◆ What is expected: Return the whole listing exactly as written.

◆ Information supplied:
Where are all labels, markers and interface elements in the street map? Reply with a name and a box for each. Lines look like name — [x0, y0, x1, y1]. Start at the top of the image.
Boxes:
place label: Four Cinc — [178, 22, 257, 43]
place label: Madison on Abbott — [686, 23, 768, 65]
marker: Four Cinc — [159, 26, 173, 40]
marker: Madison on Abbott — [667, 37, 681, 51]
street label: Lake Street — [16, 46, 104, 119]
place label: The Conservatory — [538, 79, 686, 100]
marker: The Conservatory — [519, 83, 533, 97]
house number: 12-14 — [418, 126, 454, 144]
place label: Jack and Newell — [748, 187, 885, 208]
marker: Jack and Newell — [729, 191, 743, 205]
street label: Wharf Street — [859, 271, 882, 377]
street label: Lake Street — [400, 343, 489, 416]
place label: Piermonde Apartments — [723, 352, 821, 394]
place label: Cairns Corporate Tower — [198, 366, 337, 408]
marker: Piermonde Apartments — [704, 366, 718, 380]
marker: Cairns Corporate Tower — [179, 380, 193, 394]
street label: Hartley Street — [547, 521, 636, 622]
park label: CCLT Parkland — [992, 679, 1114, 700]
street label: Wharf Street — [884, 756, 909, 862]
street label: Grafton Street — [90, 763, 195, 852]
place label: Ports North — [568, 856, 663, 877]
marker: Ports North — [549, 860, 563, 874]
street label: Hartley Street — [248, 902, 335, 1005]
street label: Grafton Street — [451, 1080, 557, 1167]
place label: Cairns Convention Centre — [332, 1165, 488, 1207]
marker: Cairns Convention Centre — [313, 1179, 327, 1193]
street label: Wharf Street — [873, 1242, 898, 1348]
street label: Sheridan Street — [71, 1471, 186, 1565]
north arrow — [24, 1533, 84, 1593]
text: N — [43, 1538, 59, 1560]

◆ Your solution:
Where are all labels, markers and interface elements in the street map? Reply with a name and a box for each. Lines look like name — [x0, y0, x1, y1]. Start at the top of the image.
Boxes:
place label: Four Cinc — [178, 22, 257, 43]
place label: Madison on Abbott — [686, 23, 768, 65]
marker: Four Cinc — [159, 26, 173, 40]
marker: Madison on Abbott — [667, 37, 681, 51]
street label: Lake Street — [16, 46, 104, 119]
place label: The Conservatory — [538, 79, 686, 100]
marker: The Conservatory — [519, 83, 533, 97]
house number: 12-14 — [418, 126, 454, 144]
place label: Jack and Newell — [748, 187, 885, 208]
marker: Jack and Newell — [729, 191, 743, 205]
street label: Wharf Street — [859, 271, 882, 377]
street label: Lake Street — [400, 343, 489, 416]
place label: Piermonde Apartments — [723, 352, 821, 394]
place label: Cairns Corporate Tower — [198, 366, 337, 408]
marker: Piermonde Apartments — [704, 366, 718, 380]
marker: Cairns Corporate Tower — [179, 380, 193, 394]
street label: Hartley Street — [547, 521, 636, 622]
park label: CCLT Parkland — [992, 679, 1114, 700]
street label: Wharf Street — [884, 756, 909, 862]
street label: Grafton Street — [90, 763, 195, 852]
place label: Ports North — [568, 856, 663, 877]
marker: Ports North — [549, 860, 563, 874]
street label: Hartley Street — [248, 902, 335, 1005]
street label: Grafton Street — [451, 1080, 557, 1167]
place label: Cairns Convention Centre — [332, 1165, 488, 1207]
marker: Cairns Convention Centre — [313, 1179, 327, 1193]
street label: Wharf Street — [873, 1242, 898, 1348]
street label: Sheridan Street — [71, 1471, 186, 1565]
north arrow — [24, 1533, 84, 1593]
text: N — [43, 1538, 59, 1560]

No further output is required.